Evacuation costs money, and requires able bodied individuals to locate or be located. Too many homeless for the number of shelters. One hospital had to be evacuated, imagine that effort. The last Houston evacuation caused more deaths than staying probably would have, and Emmett, the emergency ops manager, did not order it in any event. He said the city could not evacuate 2 million(.)
 
He has declared evacuations which the mayor has not before it was too late. And at a time like this, who gives a damn what letter is beside their name. I don't. It is the safety of humans that I care about. To make excuses for anyone because of that letter is reprehensible.
They did the right things....had they called for an evacuation, the highways and roads would have swallowed these people alive. What they should have done, is evacuate days and I mean days prior to this....but people don't like leaving their THINGS!!

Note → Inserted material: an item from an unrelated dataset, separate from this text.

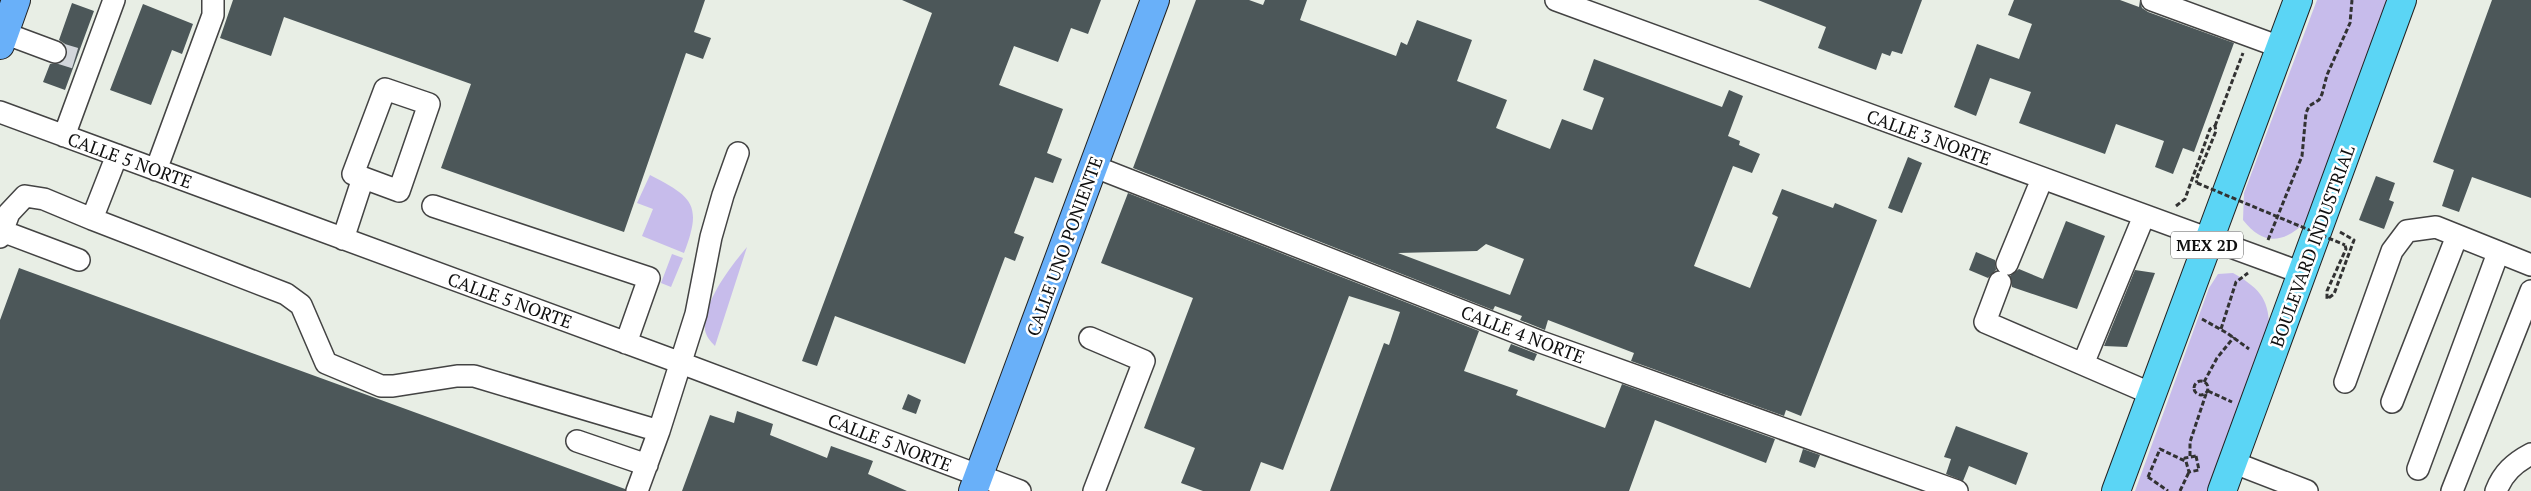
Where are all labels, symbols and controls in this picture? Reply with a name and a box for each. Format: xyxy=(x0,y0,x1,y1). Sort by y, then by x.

Harris County chief on Houston's "massive, dire situation"

Chief executive officer, a Judge, and a Republican, Ed Emmett, decided not to order an evacuation(.)
 
II quoted Ed Emmett, and have posted the quote:

Emmett is also defending the decision not to evacuate. “To suggest we should have evacuated two million people is an outrageous statement,” he said, according to The Wall Street Journal. “What we’re facing now is an effort to respond to a tragedy.…We’ve never seen water like this before.”
 
It is outrageous because someone keeps using a false figure of how many needed evacuated.
II quoted Ed Emmett, and have posted the quote:

Emmett is also defending the decision not to evacuate. “To suggest we should have evacuated two million people is an outrageous statement,” he said, according to The Wall Street Journal. “What we’re facing now is an effort to respond to a tragedy.…We’ve never seen water like this before.”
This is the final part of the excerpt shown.